■ What is being asked: Copy out each line featuring the string "Набор" from the entries beneath.

■ Exercise material:
——————

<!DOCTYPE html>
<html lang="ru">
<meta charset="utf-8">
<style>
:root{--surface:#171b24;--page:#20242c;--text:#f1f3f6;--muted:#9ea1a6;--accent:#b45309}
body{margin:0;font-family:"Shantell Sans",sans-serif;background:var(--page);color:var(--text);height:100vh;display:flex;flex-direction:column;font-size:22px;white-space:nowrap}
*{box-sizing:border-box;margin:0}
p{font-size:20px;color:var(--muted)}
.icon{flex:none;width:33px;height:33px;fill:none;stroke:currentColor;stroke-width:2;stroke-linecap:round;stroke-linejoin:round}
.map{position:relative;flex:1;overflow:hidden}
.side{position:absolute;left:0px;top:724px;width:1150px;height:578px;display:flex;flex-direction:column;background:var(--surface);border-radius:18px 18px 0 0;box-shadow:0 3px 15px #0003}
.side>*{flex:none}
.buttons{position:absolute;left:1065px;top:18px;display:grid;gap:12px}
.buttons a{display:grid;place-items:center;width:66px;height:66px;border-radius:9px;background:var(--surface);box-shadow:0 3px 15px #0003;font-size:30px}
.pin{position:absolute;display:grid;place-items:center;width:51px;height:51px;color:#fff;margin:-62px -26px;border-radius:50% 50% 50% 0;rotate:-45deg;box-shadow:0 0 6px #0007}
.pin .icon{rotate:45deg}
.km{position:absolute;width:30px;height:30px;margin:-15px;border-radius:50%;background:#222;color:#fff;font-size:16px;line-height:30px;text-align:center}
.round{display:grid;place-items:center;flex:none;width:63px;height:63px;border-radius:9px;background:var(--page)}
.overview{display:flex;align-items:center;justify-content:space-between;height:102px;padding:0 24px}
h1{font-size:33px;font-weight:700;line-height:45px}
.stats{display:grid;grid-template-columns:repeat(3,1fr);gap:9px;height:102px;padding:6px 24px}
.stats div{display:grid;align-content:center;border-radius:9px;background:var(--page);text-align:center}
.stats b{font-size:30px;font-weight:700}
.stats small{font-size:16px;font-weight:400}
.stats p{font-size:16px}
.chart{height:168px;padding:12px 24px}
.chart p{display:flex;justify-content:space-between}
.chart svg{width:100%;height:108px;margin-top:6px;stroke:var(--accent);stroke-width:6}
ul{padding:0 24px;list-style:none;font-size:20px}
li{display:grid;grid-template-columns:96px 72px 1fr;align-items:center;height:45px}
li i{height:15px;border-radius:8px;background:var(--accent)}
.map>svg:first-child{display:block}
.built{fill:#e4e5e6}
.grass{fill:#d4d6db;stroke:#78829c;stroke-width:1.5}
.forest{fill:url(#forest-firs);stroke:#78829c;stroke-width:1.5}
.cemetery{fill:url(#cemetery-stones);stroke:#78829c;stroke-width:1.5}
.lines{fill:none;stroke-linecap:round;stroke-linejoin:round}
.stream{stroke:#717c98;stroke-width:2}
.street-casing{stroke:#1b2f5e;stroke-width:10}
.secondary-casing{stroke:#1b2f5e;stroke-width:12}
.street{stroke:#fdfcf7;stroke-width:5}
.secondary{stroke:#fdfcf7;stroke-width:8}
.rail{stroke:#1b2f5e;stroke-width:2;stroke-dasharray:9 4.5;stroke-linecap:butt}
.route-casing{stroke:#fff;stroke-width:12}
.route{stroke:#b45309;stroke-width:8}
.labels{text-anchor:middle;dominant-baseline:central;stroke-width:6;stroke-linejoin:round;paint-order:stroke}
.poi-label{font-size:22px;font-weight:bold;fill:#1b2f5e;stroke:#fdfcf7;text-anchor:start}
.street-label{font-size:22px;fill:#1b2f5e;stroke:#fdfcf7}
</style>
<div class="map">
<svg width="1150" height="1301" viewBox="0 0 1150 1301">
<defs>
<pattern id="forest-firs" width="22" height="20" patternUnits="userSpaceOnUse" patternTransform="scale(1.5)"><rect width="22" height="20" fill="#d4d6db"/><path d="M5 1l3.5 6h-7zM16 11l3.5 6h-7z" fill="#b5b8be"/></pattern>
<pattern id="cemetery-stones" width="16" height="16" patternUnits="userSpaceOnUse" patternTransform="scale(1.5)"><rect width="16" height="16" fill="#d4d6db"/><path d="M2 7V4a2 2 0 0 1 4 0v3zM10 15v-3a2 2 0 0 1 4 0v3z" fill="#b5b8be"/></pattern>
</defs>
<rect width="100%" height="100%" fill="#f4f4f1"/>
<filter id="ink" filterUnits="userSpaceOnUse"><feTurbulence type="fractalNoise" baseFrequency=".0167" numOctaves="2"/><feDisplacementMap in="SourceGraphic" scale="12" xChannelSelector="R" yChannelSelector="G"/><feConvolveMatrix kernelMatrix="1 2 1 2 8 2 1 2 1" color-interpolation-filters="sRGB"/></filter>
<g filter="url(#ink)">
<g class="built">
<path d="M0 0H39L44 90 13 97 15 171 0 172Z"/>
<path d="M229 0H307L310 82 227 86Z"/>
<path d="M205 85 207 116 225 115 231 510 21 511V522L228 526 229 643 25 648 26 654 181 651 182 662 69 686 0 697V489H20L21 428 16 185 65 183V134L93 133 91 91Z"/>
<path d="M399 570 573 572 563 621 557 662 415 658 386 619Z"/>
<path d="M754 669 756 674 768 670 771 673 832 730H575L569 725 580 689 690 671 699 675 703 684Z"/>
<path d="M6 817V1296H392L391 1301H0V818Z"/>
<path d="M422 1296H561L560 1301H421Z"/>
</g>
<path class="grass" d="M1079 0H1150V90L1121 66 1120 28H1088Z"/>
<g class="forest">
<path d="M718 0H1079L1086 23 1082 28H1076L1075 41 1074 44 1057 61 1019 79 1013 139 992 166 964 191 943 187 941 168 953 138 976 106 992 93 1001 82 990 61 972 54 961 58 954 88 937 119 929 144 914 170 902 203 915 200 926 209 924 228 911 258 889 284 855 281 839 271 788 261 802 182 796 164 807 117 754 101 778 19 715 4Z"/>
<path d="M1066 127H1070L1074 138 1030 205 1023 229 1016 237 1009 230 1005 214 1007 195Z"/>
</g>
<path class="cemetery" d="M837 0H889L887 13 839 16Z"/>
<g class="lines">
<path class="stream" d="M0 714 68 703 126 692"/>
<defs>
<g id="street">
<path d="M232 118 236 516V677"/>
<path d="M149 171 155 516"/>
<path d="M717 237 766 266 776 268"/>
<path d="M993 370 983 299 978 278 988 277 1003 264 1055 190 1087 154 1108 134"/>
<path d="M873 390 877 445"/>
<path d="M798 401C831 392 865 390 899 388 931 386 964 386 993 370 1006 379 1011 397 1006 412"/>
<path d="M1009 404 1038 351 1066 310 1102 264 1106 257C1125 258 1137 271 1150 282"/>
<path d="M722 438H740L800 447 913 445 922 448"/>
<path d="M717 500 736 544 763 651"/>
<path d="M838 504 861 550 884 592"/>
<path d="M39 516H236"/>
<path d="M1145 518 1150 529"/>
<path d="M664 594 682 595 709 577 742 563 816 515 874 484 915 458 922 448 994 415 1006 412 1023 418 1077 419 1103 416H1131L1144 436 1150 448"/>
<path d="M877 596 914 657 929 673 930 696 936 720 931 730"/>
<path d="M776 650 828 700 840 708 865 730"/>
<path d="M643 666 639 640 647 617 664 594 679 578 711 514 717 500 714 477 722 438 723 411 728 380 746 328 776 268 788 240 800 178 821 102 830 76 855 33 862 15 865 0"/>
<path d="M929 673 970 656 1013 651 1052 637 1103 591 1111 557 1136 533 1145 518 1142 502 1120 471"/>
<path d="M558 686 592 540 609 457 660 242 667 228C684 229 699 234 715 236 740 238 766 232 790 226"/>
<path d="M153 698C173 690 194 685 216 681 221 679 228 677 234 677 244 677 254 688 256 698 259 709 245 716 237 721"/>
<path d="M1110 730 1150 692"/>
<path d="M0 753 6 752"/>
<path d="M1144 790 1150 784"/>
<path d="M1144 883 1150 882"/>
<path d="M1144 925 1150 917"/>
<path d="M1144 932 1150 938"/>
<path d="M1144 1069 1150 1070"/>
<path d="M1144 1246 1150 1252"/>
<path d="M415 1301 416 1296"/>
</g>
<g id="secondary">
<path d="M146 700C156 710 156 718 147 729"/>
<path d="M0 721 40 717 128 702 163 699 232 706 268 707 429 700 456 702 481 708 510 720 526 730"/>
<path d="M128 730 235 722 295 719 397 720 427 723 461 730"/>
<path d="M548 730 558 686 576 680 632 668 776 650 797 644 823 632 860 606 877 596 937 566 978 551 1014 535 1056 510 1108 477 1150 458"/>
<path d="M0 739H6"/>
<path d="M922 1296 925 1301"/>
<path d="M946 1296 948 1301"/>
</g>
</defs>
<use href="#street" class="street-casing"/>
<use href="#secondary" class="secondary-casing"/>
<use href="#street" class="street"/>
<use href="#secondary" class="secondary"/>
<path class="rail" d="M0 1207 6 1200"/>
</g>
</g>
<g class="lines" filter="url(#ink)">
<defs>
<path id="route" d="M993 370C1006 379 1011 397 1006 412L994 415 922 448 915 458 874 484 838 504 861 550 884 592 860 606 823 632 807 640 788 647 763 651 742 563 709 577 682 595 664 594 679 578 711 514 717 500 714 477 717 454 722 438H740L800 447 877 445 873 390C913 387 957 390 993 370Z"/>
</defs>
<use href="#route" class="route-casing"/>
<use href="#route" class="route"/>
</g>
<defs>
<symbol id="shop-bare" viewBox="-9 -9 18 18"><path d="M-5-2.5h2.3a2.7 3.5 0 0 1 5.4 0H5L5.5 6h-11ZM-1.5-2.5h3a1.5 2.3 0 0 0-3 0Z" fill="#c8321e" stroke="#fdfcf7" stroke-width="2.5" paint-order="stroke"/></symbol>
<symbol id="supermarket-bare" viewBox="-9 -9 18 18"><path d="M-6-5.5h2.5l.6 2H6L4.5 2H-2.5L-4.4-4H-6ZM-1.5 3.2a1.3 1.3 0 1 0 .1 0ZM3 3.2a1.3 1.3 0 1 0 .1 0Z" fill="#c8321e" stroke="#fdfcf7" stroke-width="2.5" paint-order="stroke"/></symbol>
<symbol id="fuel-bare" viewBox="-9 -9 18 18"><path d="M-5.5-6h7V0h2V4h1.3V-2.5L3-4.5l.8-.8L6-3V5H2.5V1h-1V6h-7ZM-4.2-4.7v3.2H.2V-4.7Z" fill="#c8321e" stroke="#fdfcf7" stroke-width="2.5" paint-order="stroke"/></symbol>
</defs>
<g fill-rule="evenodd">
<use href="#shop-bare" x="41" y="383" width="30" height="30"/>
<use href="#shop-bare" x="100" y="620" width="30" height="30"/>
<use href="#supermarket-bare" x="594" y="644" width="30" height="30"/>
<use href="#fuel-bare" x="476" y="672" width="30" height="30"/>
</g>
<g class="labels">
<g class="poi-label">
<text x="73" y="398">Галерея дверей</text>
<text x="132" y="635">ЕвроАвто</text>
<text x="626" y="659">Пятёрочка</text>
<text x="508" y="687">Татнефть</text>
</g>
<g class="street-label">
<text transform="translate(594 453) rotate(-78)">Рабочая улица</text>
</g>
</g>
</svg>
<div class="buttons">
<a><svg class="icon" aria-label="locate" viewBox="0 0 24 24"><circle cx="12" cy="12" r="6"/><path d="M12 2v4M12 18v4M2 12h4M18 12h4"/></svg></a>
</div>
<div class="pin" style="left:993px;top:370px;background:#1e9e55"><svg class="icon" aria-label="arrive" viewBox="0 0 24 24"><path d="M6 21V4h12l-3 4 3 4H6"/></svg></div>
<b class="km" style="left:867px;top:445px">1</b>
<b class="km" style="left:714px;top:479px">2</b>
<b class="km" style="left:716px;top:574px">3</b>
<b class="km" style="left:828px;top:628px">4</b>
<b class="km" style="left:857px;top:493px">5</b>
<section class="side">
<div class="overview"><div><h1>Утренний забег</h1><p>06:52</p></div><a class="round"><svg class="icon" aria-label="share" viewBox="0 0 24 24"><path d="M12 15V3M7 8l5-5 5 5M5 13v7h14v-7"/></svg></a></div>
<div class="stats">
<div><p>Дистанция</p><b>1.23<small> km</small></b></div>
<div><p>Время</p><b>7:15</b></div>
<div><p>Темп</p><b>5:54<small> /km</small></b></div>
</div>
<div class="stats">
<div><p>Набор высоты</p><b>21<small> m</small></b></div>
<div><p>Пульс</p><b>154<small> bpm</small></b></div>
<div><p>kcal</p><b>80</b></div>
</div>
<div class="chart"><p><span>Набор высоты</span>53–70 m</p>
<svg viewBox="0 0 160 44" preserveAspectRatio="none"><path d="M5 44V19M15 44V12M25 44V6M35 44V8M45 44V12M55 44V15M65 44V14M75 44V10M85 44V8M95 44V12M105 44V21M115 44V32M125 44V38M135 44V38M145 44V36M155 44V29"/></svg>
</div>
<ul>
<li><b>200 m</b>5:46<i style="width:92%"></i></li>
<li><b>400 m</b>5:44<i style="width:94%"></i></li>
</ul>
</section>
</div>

——————

■ Answer to the exercise:
<div><p>Набор высоты</p><b>21<small> m</small></b></div>
<div class="chart"><p><span>Набор высоты</span>53–70 m</p>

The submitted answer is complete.